(Saved data entries)
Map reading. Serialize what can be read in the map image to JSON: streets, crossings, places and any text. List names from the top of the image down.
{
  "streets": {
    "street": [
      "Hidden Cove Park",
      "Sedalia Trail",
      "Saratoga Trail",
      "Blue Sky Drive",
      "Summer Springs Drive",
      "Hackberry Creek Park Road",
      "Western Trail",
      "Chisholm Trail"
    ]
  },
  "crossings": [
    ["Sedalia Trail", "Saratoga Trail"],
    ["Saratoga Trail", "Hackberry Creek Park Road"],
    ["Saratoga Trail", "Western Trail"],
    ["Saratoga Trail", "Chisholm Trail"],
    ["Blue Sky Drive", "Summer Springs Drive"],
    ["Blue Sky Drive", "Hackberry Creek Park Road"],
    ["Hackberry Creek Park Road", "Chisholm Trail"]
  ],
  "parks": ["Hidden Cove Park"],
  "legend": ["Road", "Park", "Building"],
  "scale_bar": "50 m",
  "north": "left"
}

WHAT TO WORK ON
Transcribe every entry exactly, omitting nothing.

SOLUTION TO THIS EXERCISE
Map reading. Serialize what can be read in the map image to JSON: streets, crossings, places and any text. List names from the top of the image down.
{
  "streets": {
    "street": [
      "Hidden Cove Park",
      "Sedalia Trail",
      "Saratoga Trail",
      "Blue Sky Drive",
      "Summer Springs Drive",
      "Hackberry Creek Park Road",
      "Western Trail",
      "Chisholm Trail"
    ]
  },
  "crossings": [
    ["Sedalia Trail", "Saratoga Trail"],
    ["Saratoga Trail", "Hackberry Creek Park Road"],
    ["Saratoga Trail", "Western Trail"],
    ["Saratoga Trail", "Chisholm Trail"],
    ["Blue Sky Drive", "Summer Springs Drive"],
    ["Blue Sky Drive", "Hackberry Creek Park Road"],
    ["Hackberry Creek Park Road", "Chisholm Trail"]
  ],
  "parks": ["Hidden Cove Park"],
  "legend": ["Road", "Park", "Building"],
  "scale_bar": "50 m",
  "north": "left"
}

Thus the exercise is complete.